Dataset
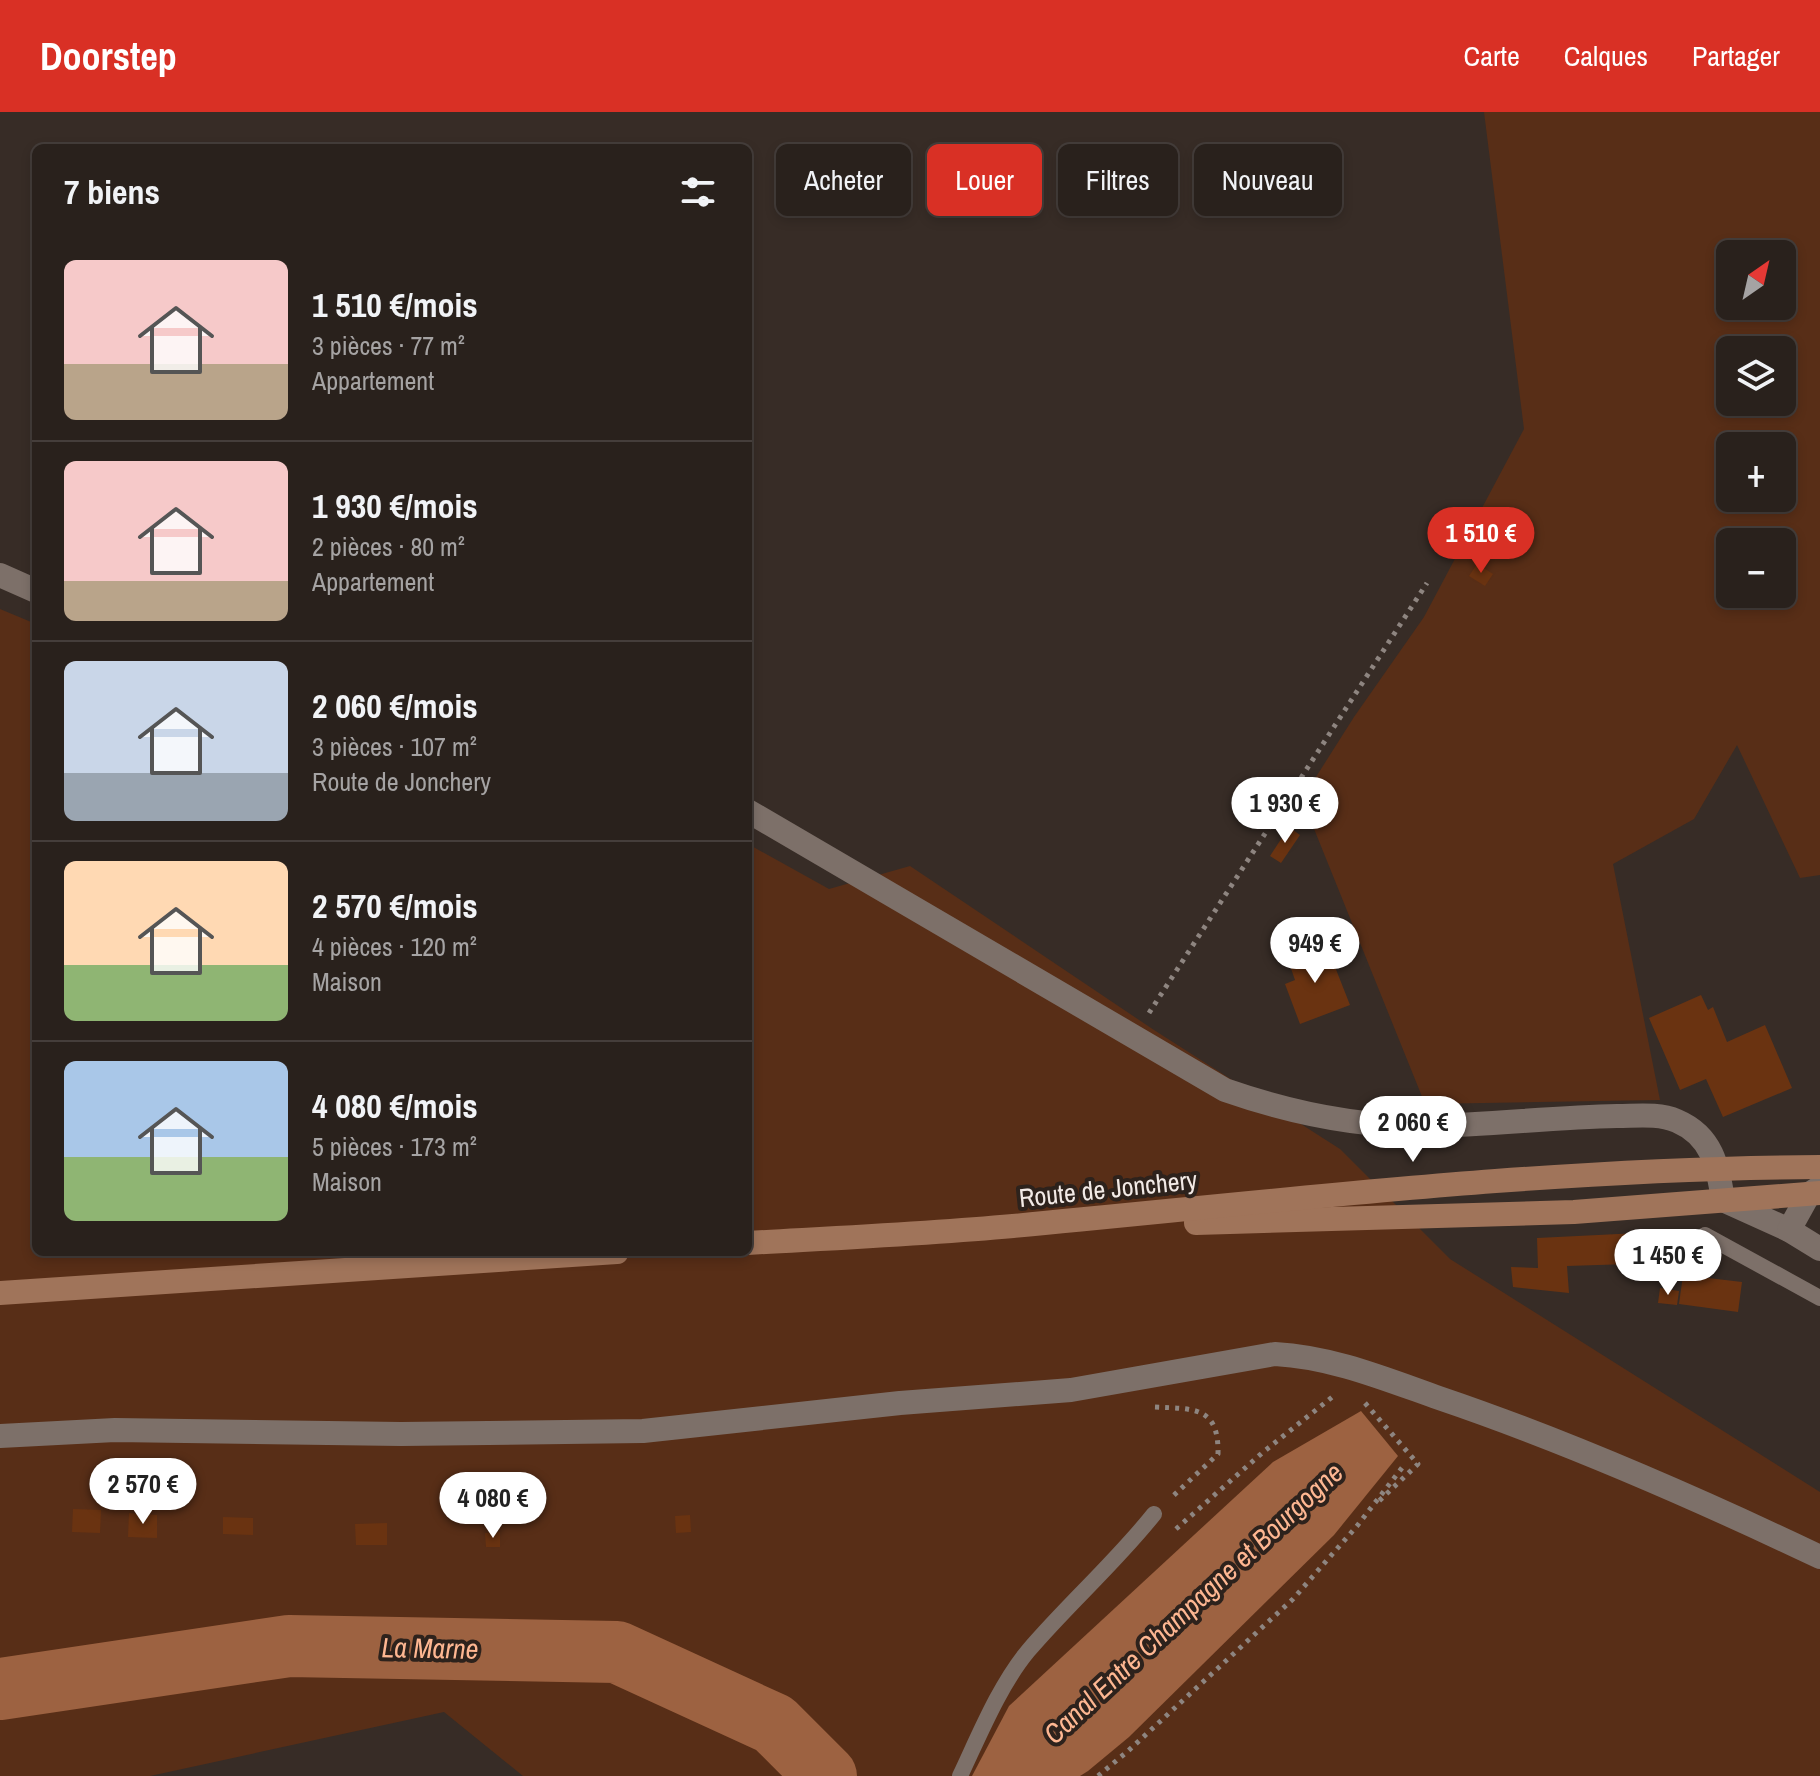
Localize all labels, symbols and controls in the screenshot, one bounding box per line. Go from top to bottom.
text: Doorstep [40,31,177,82]
text: Carte [1464,37,1520,75]
text: Calques [1564,37,1648,75]
text: Partager [1692,37,1780,75]
chip: Acheter [776,144,911,216]
chip: Louer [927,144,1042,216]
chip: Filtres [1058,144,1178,216]
chip: Nouveau [1194,144,1342,216]
text: 7 biens [64,169,160,215]
icon: filters [676,170,720,214]
north arrow [1716,240,1796,320]
map controls [1716,240,1796,608]
text: 1 510 €/mois [312,282,478,328]
icon: home [128,292,224,388]
text: 3 pièces · 77 m² [312,328,465,363]
button: layers [1716,336,1796,416]
text: Appartement [312,363,434,398]
button: + [1716,432,1796,512]
text: 1 930 €/mois [312,483,478,529]
icon: home [128,493,224,589]
pin: 1 510 € [1407,507,1555,575]
text: 1 510 € [1445,515,1517,550]
button: − [1716,528,1796,608]
text: 2 pièces · 80 m² [312,529,465,564]
text: Appartement [312,564,434,599]
text: 2 060 €/mois [312,683,478,729]
icon: home [128,693,224,789]
text: 3 pièces · 107 m² [312,729,477,764]
text: Route de Jonchery [312,764,491,799]
pin: 1 930 € [1211,777,1359,845]
text: 1 930 € [1249,785,1321,820]
text: 2 570 €/mois [312,883,478,929]
icon: home [128,893,224,989]
pin: 949 € [1259,917,1371,985]
text: 949 € [1288,925,1342,960]
text: 4 pièces · 120 m² [312,929,477,964]
text: Maison [312,964,382,999]
text: 4 080 €/mois [312,1083,478,1129]
icon: home [128,1093,224,1189]
pin: 2 060 € [1339,1096,1487,1164]
text: 2 060 € [1377,1104,1449,1139]
text: 5 pièces · 173 m² [312,1129,477,1164]
street label: Route de Jonchery [1017,1162,1199,1215]
text: Maison [312,1164,382,1199]
pin: 1 450 € [1594,1229,1742,1297]
text: 1 450 € [1632,1237,1704,1272]
water label: Canal Entre Champagne et Bourgogne [1035,1454,1351,1752]
pin: 2 570 € [69,1458,217,1526]
text: 2 570 € [107,1466,179,1501]
pin: 4 080 € [419,1472,567,1540]
text: 4 080 € [457,1480,529,1515]
water label: La Marne [381,1628,479,1668]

What is expected
The task requires the full listing to be given again verbatim, without its pictures.

Exercise output
Localize all labels, symbols and controls in the screenshot, one bounding box per line. Go from top to bottom.
text: Doorstep [40,31,177,82]
text: Carte [1464,37,1520,75]
text: Calques [1564,37,1648,75]
text: Partager [1692,37,1780,75]
chip: Acheter [776,144,911,216]
chip: Louer [927,144,1042,216]
chip: Filtres [1058,144,1178,216]
chip: Nouveau [1194,144,1342,216]
text: 7 biens [64,169,160,215]
icon: filters [676,170,720,214]
north arrow [1716,240,1796,320]
map controls [1716,240,1796,608]
text: 1 510 €/mois [312,282,478,328]
icon: home [128,292,224,388]
text: 3 pièces · 77 m² [312,328,465,363]
button: layers [1716,336,1796,416]
text: Appartement [312,363,434,398]
button: + [1716,432,1796,512]
text: 1 930 €/mois [312,483,478,529]
icon: home [128,493,224,589]
pin: 1 510 € [1407,507,1555,575]
text: 1 510 € [1445,515,1517,550]
button: − [1716,528,1796,608]
text: 2 pièces · 80 m² [312,529,465,564]
text: Appartement [312,564,434,599]
text: 2 060 €/mois [312,683,478,729]
icon: home [128,693,224,789]
text: 3 pièces · 107 m² [312,729,477,764]
text: Route de Jonchery [312,764,491,799]
pin: 1 930 € [1211,777,1359,845]
text: 1 930 € [1249,785,1321,820]
text: 2 570 €/mois [312,883,478,929]
icon: home [128,893,224,989]
pin: 949 € [1259,917,1371,985]
text: 949 € [1288,925,1342,960]
text: 4 pièces · 120 m² [312,929,477,964]
text: Maison [312,964,382,999]
text: 4 080 €/mois [312,1083,478,1129]
icon: home [128,1093,224,1189]
pin: 2 060 € [1339,1096,1487,1164]
text: 2 060 € [1377,1104,1449,1139]
text: 5 pièces · 173 m² [312,1129,477,1164]
street label: Route de Jonchery [1017,1162,1199,1215]
text: Maison [312,1164,382,1199]
pin: 1 450 € [1594,1229,1742,1297]
text: 1 450 € [1632,1237,1704,1272]
water label: Canal Entre Champagne et Bourgogne [1035,1454,1351,1752]
pin: 2 570 € [69,1458,217,1526]
text: 2 570 € [107,1466,179,1501]
pin: 4 080 € [419,1472,567,1540]
text: 4 080 € [457,1480,529,1515]
water label: La Marne [381,1628,479,1668]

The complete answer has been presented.